| To do |
Please keep to the lines below from the one with "function paint(path, color)" through the one with "g.font = font", and restate them word for word, ends included.

[Records from a collection]
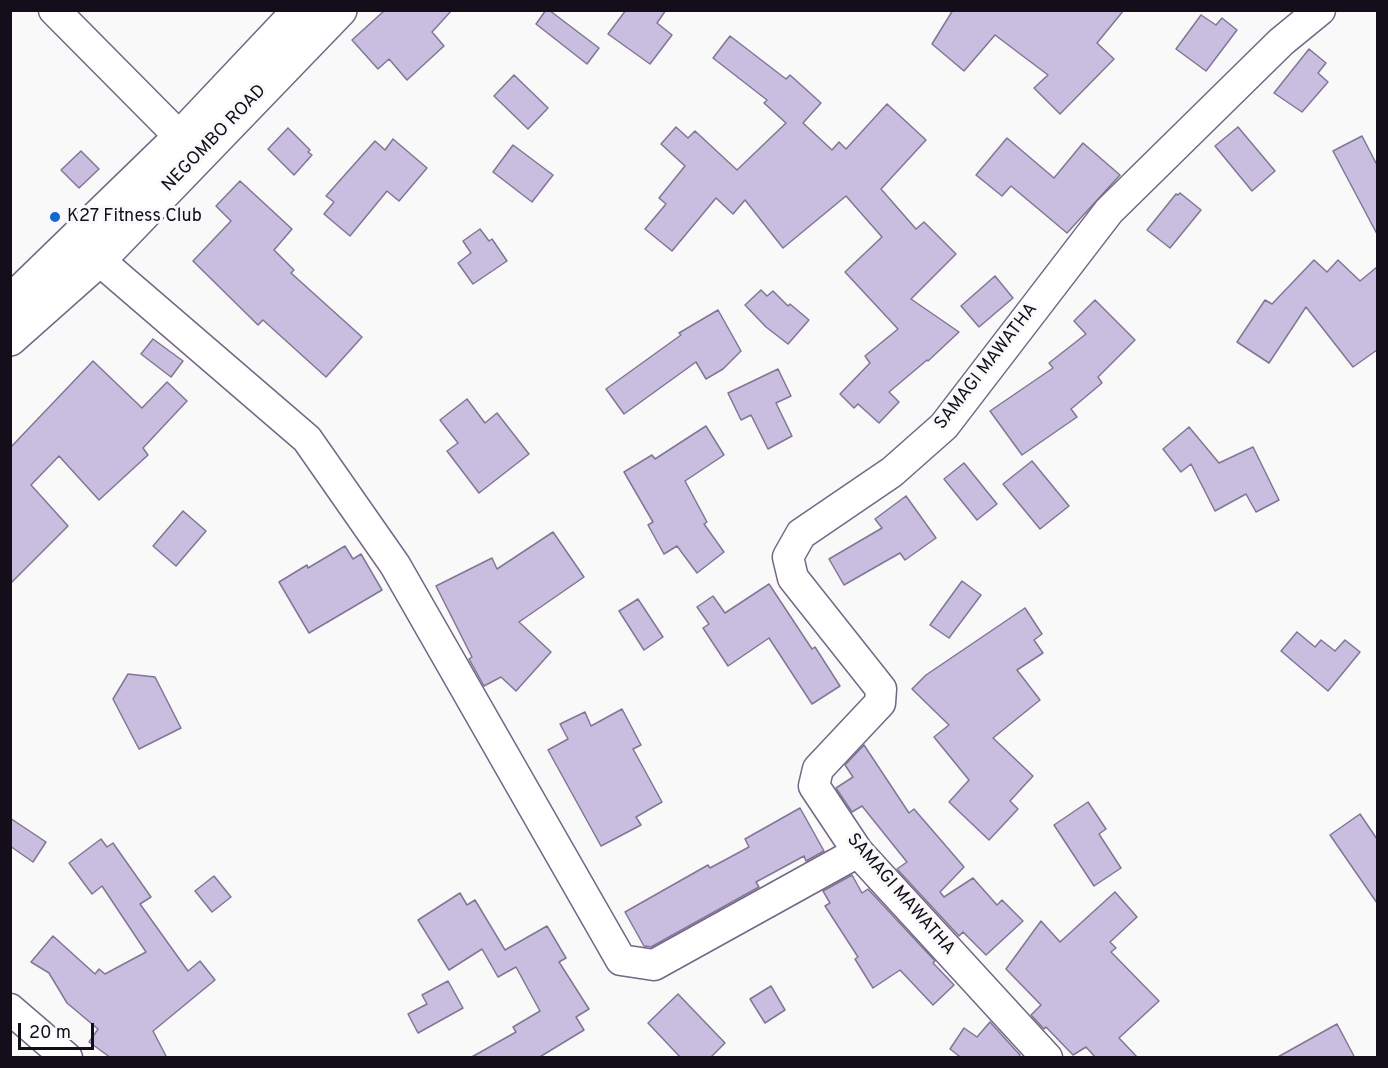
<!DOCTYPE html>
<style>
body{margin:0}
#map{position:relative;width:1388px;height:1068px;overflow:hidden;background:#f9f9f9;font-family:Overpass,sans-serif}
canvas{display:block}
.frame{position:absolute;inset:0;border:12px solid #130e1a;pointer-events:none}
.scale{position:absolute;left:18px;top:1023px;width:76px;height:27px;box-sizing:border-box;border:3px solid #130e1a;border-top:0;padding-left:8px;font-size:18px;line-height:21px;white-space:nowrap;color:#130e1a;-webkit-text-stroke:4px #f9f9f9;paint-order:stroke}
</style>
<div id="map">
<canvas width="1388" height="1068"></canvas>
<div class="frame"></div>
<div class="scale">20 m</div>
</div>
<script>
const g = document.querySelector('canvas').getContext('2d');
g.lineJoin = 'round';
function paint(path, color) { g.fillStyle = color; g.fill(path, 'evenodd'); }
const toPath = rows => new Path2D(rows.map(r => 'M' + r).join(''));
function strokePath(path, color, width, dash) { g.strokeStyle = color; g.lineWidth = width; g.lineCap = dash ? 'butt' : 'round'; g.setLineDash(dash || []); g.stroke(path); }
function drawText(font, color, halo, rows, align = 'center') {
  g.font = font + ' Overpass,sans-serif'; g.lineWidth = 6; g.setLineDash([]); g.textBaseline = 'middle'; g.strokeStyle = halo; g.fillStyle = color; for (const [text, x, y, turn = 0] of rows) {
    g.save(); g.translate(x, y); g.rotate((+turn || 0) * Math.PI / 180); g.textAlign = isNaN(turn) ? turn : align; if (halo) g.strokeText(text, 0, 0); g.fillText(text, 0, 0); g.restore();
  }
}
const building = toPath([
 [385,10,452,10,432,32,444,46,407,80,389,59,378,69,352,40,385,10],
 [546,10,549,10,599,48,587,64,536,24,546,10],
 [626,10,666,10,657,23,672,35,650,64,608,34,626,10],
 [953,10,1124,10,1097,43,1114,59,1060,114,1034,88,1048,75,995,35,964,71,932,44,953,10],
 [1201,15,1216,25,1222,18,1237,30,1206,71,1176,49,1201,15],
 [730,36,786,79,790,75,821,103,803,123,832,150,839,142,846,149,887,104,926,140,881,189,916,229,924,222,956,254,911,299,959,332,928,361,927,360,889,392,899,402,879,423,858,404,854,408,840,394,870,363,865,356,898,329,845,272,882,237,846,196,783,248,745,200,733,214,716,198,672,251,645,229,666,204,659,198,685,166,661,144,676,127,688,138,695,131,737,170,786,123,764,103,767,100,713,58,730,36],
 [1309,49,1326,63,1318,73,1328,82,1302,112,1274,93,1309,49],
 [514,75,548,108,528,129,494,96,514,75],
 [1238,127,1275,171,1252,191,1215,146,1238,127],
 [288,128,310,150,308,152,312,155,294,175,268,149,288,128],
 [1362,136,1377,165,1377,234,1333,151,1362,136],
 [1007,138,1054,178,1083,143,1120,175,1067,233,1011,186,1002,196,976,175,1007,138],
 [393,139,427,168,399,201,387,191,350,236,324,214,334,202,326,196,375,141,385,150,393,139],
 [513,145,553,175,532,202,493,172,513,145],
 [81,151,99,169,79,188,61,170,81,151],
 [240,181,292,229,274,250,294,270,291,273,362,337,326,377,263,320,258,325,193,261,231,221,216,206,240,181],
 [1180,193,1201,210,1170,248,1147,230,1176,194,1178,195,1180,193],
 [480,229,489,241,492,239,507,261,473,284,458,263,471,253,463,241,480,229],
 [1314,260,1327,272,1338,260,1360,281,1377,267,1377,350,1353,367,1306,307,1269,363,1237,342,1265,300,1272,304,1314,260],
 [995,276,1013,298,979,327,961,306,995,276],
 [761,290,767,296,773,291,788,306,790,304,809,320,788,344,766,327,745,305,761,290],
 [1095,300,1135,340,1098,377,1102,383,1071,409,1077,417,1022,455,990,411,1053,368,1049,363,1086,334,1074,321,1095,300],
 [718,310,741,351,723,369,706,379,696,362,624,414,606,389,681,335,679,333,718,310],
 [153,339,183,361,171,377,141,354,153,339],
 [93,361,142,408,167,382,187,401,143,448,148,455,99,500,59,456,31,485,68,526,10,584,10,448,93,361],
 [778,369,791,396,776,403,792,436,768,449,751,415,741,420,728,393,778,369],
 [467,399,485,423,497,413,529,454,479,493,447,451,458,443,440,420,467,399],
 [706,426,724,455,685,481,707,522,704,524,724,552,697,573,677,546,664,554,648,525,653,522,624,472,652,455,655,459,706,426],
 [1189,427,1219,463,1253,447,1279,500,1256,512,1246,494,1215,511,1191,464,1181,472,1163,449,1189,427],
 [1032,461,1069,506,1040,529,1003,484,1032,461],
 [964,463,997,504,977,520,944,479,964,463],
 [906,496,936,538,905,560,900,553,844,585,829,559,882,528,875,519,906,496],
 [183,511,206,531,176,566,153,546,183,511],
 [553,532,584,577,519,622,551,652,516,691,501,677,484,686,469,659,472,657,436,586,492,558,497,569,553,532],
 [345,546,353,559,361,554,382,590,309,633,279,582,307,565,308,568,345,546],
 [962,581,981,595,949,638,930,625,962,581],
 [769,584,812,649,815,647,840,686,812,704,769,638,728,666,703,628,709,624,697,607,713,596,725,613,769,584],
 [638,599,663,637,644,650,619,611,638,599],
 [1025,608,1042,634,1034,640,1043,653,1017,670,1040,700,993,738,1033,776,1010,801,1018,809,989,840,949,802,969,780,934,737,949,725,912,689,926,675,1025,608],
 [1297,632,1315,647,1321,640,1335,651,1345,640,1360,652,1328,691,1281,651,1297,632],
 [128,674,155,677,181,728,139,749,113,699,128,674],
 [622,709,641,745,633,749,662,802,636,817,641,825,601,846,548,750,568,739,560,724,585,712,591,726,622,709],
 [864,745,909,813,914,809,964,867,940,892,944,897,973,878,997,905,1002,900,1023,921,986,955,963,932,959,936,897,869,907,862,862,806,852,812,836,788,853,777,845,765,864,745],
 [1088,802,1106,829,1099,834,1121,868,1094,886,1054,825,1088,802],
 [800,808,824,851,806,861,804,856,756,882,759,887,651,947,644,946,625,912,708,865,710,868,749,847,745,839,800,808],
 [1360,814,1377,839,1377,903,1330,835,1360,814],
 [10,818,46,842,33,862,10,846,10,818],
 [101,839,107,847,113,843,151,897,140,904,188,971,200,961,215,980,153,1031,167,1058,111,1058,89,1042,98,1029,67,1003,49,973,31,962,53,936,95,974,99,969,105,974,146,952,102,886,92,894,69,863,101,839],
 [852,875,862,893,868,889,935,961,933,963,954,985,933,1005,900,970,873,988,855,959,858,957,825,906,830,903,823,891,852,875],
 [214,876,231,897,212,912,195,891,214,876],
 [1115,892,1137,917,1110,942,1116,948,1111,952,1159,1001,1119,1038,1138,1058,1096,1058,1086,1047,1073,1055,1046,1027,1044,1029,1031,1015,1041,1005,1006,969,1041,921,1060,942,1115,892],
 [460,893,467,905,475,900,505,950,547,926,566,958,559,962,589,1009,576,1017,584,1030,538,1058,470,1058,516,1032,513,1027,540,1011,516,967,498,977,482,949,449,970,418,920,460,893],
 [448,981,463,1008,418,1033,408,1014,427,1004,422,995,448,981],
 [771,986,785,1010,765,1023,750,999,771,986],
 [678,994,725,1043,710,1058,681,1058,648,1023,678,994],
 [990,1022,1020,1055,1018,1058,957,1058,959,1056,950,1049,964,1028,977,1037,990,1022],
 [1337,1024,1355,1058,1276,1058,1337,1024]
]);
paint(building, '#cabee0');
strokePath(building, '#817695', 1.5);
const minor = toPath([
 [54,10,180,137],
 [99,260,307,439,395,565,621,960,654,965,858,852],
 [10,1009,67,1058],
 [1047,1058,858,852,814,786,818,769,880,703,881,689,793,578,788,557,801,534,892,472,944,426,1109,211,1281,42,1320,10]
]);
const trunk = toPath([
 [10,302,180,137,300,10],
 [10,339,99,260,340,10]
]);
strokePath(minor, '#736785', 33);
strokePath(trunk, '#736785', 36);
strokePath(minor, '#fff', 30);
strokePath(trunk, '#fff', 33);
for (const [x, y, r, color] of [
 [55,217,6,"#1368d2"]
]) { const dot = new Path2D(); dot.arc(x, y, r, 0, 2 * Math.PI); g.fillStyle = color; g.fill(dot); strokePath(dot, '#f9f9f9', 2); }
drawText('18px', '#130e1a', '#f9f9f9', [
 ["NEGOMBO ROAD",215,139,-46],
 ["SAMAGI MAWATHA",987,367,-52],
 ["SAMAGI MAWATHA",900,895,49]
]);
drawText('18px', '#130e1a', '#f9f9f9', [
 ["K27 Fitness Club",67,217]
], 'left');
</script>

| Your solution |
function paint(path, color) { g.fillStyle = color; g.fill(path, 'evenodd'); }
const toPath = rows => new Path2D(rows.map(r => 'M' + r).join(''));
function strokePath(path, color, width, dash) { g.strokeStyle = color; g.lineWidth = width; g.lineCap = dash ? 'butt' : 'round'; g.setLineDash(dash || []); g.stroke(path); }
function drawText(font, color, halo, rows, align = 'center') {
  g.font = font + ' Overpass,sans-serif'; g.lineWidth = 6; g.setLineDash([]); g.textBaseline = 'middle'; g.strokeStyle = halo; g.fillStyle = color; for (const [text, x, y, turn = 0] of rows) {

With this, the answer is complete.